--- EXERCISE ---
Repeat each record exactly. Any picture gets left out.

****************************************

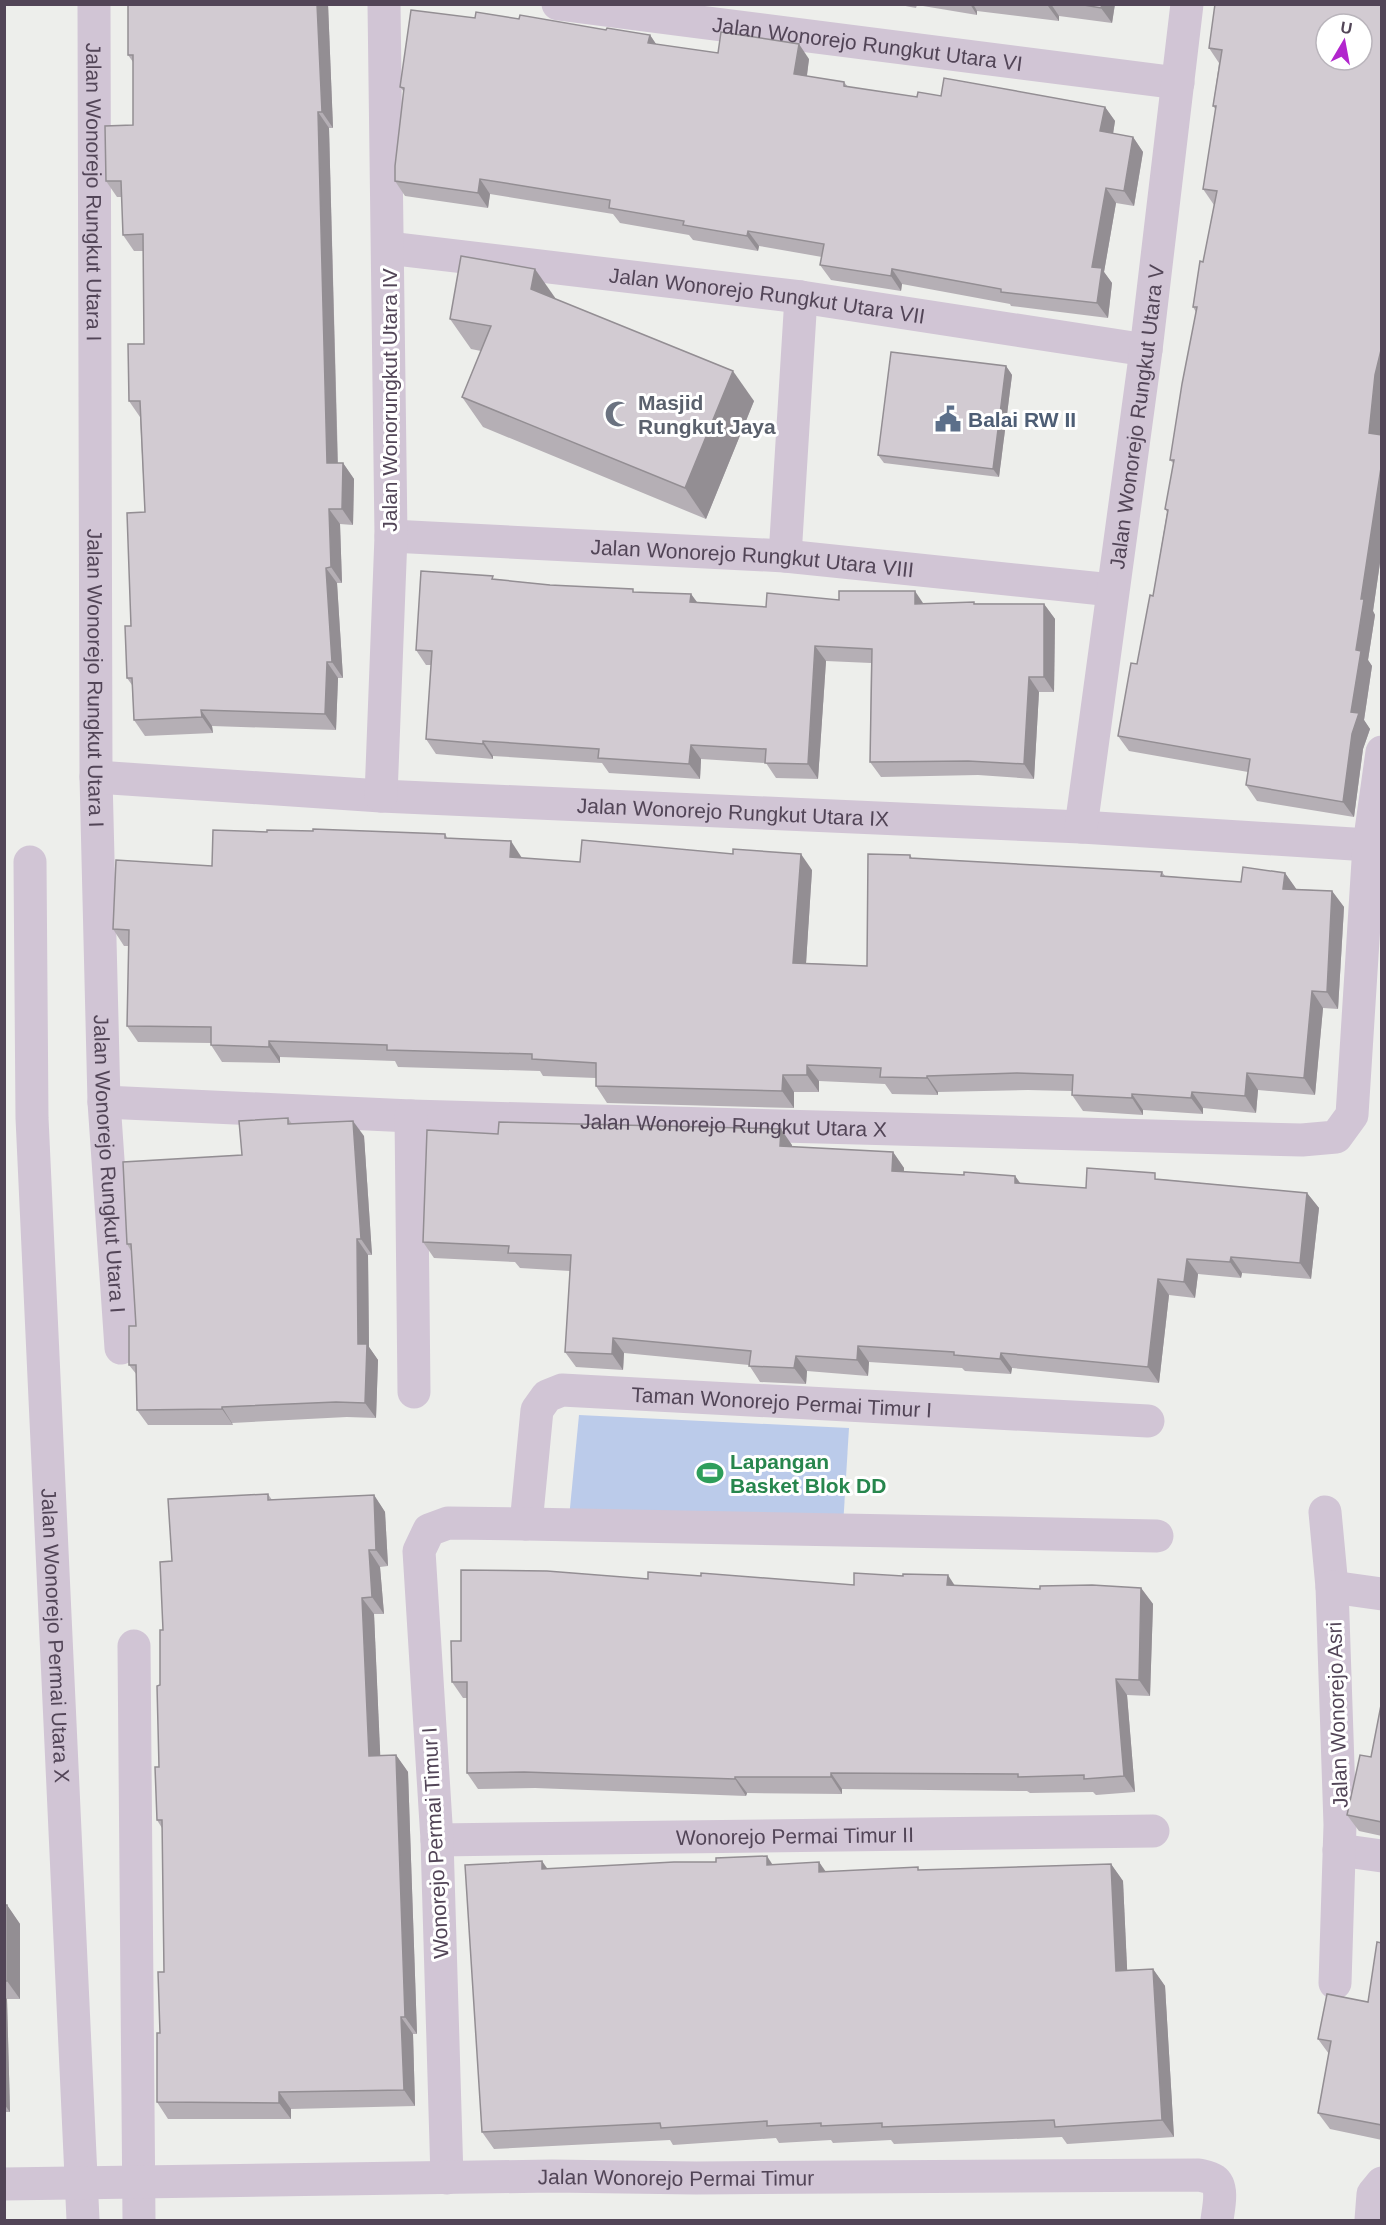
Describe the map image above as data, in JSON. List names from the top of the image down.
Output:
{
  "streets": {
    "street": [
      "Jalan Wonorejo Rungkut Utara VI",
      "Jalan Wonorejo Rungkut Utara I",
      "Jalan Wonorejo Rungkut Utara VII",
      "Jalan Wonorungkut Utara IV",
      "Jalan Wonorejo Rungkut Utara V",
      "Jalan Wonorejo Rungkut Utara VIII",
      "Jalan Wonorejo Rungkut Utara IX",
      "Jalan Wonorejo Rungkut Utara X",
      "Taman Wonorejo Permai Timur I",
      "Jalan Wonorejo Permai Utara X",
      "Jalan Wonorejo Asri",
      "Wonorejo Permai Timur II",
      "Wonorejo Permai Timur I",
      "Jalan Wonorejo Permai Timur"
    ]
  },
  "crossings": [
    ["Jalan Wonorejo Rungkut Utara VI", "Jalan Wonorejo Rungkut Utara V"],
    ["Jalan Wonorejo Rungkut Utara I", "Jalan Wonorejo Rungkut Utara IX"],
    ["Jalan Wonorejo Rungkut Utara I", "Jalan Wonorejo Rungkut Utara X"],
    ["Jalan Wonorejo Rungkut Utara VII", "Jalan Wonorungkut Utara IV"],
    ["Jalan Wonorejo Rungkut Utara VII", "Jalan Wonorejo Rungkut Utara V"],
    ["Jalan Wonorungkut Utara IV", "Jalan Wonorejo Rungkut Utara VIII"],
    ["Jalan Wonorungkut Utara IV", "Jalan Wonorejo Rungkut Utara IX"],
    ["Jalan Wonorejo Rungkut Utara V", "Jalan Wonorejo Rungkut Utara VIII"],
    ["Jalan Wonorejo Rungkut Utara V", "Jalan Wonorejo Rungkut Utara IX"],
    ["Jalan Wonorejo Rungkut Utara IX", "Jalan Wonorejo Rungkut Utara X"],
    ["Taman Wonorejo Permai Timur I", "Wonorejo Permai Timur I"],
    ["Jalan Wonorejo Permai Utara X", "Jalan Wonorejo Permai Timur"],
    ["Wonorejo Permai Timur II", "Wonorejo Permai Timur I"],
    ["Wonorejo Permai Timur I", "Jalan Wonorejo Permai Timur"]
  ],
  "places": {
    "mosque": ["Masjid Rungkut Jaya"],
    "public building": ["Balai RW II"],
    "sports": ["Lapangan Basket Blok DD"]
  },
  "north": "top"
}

****************************************

--- RESPONSE FOR THIS EXERCISE ---
Describe the map image above as data, in JSON. List names from the top of the image down.
Output:
{
  "streets": {
    "street": [
      "Jalan Wonorejo Rungkut Utara VI",
      "Jalan Wonorejo Rungkut Utara I",
      "Jalan Wonorejo Rungkut Utara VII",
      "Jalan Wonorungkut Utara IV",
      "Jalan Wonorejo Rungkut Utara V",
      "Jalan Wonorejo Rungkut Utara VIII",
      "Jalan Wonorejo Rungkut Utara IX",
      "Jalan Wonorejo Rungkut Utara X",
      "Taman Wonorejo Permai Timur I",
      "Jalan Wonorejo Permai Utara X",
      "Jalan Wonorejo Asri",
      "Wonorejo Permai Timur II",
      "Wonorejo Permai Timur I",
      "Jalan Wonorejo Permai Timur"
    ]
  },
  "crossings": [
    ["Jalan Wonorejo Rungkut Utara VI", "Jalan Wonorejo Rungkut Utara V"],
    ["Jalan Wonorejo Rungkut Utara I", "Jalan Wonorejo Rungkut Utara IX"],
    ["Jalan Wonorejo Rungkut Utara I", "Jalan Wonorejo Rungkut Utara X"],
    ["Jalan Wonorejo Rungkut Utara VII", "Jalan Wonorungkut Utara IV"],
    ["Jalan Wonorejo Rungkut Utara VII", "Jalan Wonorejo Rungkut Utara V"],
    ["Jalan Wonorungkut Utara IV", "Jalan Wonorejo Rungkut Utara VIII"],
    ["Jalan Wonorungkut Utara IV", "Jalan Wonorejo Rungkut Utara IX"],
    ["Jalan Wonorejo Rungkut Utara V", "Jalan Wonorejo Rungkut Utara VIII"],
    ["Jalan Wonorejo Rungkut Utara V", "Jalan Wonorejo Rungkut Utara IX"],
    ["Jalan Wonorejo Rungkut Utara IX", "Jalan Wonorejo Rungkut Utara X"],
    ["Taman Wonorejo Permai Timur I", "Wonorejo Permai Timur I"],
    ["Jalan Wonorejo Permai Utara X", "Jalan Wonorejo Permai Timur"],
    ["Wonorejo Permai Timur II", "Wonorejo Permai Timur I"],
    ["Wonorejo Permai Timur I", "Jalan Wonorejo Permai Timur"]
  ],
  "places": {
    "mosque": ["Masjid Rungkut Jaya"],
    "public building": ["Balai RW II"],
    "sports": ["Lapangan Basket Blok DD"]
  },
  "north": "top"
}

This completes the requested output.